Extracted records
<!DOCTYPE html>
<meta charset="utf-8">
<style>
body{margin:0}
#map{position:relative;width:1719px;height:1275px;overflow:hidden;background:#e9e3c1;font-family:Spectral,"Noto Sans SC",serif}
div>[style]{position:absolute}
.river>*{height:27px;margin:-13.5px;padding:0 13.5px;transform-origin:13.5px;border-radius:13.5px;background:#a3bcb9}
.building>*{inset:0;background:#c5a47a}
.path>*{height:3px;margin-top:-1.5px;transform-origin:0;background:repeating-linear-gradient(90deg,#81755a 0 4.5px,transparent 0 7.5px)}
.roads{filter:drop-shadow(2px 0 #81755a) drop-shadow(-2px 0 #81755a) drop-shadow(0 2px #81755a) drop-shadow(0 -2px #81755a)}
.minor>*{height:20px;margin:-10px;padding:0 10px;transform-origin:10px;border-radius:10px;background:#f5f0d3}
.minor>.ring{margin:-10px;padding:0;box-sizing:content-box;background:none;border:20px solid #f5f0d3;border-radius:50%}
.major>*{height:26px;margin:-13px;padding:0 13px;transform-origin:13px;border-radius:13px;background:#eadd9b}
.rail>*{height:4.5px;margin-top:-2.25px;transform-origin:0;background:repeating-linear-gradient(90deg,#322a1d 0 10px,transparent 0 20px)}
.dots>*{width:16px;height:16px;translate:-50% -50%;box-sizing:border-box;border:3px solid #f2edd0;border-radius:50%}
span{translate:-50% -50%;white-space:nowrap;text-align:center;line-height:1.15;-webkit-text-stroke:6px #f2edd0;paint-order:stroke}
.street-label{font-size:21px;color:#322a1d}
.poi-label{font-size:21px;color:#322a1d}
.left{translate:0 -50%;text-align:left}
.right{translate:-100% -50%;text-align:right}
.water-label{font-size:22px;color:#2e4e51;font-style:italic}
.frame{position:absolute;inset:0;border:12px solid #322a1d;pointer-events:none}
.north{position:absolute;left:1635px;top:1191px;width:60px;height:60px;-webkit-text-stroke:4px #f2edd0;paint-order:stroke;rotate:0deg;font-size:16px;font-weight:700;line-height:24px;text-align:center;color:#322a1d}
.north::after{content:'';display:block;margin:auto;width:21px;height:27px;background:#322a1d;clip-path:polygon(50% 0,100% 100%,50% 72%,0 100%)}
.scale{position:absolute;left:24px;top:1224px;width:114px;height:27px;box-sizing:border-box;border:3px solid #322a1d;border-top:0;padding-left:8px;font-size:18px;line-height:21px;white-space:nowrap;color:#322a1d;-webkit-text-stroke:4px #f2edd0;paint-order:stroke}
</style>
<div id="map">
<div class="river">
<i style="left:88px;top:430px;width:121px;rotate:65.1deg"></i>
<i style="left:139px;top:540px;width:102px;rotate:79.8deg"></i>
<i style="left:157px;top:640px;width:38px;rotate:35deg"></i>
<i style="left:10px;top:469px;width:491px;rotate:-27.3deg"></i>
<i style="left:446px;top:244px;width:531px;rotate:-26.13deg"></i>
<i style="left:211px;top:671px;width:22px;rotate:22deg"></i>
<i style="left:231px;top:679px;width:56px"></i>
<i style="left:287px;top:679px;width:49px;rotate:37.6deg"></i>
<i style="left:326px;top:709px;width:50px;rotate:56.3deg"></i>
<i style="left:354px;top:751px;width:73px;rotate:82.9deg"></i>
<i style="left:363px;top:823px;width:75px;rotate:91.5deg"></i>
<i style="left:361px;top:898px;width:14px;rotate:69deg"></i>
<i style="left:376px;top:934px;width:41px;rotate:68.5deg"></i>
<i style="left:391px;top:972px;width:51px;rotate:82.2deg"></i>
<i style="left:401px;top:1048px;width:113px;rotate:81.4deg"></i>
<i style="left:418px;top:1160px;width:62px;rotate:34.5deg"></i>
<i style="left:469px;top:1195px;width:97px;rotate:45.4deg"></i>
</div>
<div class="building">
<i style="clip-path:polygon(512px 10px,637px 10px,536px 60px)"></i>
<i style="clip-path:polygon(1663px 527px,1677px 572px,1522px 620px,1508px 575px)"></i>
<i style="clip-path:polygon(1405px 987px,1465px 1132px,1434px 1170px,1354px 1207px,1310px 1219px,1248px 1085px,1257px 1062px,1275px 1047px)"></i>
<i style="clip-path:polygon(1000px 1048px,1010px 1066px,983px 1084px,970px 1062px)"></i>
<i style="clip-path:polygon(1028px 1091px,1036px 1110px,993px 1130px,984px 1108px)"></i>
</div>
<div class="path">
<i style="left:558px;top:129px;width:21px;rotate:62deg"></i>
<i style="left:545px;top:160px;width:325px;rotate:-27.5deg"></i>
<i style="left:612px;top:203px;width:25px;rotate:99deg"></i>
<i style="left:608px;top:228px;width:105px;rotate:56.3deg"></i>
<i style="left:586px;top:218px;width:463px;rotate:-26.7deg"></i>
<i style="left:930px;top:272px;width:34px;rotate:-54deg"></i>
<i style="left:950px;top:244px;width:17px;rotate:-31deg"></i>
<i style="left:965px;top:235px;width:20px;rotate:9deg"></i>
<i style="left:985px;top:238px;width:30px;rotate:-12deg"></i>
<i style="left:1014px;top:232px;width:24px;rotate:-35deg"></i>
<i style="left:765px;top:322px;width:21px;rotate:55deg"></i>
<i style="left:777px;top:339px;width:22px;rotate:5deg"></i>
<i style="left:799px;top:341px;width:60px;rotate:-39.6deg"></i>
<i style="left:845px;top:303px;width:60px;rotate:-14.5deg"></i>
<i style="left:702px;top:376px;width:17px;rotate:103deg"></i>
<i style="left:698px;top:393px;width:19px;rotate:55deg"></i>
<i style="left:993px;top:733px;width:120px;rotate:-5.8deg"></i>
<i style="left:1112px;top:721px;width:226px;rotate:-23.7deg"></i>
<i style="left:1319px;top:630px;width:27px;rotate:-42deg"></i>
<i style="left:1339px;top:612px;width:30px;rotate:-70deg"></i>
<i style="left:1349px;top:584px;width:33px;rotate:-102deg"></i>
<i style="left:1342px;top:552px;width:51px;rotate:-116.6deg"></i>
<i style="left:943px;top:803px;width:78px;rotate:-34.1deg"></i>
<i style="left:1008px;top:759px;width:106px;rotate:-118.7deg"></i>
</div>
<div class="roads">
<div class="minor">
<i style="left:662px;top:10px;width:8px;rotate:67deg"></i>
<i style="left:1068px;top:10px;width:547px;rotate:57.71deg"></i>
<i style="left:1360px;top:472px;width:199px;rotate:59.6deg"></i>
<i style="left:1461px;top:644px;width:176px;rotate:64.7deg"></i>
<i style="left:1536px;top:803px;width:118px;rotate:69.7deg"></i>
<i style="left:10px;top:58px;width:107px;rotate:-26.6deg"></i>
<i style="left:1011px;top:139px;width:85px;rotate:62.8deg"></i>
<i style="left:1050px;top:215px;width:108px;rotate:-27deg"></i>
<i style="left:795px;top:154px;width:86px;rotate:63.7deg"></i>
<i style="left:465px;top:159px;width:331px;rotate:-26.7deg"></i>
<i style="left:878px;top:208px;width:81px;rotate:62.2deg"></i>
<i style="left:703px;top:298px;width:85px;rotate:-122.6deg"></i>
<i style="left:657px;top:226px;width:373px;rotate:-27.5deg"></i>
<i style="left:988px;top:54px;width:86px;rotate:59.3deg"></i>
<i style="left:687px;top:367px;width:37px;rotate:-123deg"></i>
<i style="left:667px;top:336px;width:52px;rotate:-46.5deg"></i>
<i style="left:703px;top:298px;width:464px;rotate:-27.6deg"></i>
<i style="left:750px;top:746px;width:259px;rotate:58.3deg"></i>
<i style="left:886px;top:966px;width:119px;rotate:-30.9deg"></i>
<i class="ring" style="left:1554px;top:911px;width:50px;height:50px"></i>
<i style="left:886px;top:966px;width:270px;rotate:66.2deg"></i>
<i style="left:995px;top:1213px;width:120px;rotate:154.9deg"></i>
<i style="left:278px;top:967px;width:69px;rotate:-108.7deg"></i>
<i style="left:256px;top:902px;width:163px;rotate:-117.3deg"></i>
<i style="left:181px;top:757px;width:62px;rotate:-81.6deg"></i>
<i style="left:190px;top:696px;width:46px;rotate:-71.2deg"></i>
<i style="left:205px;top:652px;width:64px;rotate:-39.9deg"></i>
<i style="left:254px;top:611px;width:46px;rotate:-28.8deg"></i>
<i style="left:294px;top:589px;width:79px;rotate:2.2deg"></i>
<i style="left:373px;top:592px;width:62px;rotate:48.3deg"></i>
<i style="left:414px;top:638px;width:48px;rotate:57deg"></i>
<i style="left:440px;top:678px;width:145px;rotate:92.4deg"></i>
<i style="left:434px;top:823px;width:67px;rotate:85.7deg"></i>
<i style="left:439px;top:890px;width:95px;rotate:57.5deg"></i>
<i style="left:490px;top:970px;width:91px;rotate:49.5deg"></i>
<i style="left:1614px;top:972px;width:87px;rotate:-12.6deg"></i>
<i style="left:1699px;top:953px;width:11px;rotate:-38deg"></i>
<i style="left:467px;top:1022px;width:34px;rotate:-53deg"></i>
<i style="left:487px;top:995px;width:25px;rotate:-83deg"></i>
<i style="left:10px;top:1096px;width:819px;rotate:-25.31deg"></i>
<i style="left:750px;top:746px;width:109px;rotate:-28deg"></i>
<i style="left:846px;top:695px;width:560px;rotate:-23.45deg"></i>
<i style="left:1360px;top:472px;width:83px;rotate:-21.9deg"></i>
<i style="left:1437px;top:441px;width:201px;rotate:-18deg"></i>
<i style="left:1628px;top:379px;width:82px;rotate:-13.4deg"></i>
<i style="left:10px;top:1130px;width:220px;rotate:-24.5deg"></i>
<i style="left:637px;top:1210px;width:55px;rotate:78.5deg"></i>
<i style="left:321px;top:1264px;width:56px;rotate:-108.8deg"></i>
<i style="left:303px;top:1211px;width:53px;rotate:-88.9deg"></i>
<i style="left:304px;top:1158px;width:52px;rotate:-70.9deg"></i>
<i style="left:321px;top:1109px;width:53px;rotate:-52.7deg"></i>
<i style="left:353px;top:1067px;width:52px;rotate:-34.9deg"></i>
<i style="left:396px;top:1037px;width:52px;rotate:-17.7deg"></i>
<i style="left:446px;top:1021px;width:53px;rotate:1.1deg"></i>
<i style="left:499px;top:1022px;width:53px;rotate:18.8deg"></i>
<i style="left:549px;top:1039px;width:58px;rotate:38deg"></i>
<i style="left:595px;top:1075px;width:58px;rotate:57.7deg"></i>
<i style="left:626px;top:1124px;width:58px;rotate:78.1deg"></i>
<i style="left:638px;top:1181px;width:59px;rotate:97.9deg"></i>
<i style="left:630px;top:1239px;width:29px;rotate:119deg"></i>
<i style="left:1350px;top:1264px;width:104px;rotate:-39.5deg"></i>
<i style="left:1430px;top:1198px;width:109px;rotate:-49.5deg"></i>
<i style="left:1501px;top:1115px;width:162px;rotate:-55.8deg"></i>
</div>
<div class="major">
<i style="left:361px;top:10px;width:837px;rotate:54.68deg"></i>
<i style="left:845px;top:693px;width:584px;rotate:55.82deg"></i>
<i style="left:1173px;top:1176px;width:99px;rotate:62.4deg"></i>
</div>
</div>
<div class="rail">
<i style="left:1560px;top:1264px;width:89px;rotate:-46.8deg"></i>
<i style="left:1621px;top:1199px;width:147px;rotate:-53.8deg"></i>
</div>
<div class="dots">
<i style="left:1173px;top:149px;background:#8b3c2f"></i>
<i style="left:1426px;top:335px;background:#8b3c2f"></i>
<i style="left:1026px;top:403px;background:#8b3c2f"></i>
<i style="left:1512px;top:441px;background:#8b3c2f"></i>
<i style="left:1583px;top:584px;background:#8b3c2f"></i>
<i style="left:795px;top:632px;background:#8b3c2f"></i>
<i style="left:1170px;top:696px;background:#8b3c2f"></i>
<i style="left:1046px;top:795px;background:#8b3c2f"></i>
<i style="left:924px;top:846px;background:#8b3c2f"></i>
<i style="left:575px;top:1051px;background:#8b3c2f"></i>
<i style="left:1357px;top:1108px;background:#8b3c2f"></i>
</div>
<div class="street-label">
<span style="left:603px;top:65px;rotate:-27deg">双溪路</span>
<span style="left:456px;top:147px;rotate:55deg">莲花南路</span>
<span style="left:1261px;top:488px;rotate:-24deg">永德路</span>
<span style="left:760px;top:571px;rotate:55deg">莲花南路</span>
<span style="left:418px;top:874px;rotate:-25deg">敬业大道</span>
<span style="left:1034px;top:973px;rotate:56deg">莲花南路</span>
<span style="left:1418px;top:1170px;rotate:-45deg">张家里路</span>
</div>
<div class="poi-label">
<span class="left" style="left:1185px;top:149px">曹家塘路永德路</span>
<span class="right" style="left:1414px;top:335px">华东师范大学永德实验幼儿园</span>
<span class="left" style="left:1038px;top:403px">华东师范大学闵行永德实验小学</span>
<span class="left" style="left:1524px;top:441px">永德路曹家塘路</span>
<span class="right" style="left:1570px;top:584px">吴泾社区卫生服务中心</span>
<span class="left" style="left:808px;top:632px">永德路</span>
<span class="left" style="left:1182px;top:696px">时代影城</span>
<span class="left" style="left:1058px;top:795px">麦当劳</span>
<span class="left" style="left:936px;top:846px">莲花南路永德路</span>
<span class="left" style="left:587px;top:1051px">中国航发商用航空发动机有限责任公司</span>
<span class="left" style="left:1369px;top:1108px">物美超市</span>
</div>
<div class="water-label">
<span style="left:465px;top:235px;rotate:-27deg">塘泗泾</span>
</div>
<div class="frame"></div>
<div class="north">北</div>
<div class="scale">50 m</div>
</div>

## TASK OBJECTIVE
Only the lines that contain the string "origin" should be copied from the entries above.

## OUTPUT BELOW
.river>*{height:27px;margin:-13.5px;padding:0 13.5px;transform-origin:13.5px;border-radius:13.5px;background:#a3bcb9}
.path>*{height:3px;margin-top:-1.5px;transform-origin:0;background:repeating-linear-gradient(90deg,#81755a 0 4.5px,transparent 0 7.5px)}
.minor>*{height:20px;margin:-10px;padding:0 10px;transform-origin:10px;border-radius:10px;background:#f5f0d3}
.major>*{height:26px;margin:-13px;padding:0 13px;transform-origin:13px;border-radius:13px;background:#eadd9b}
.rail>*{height:4.5px;margin-top:-2.25px;transform-origin:0;background:repeating-linear-gradient(90deg,#322a1d 0 10px,transparent 0 20px)}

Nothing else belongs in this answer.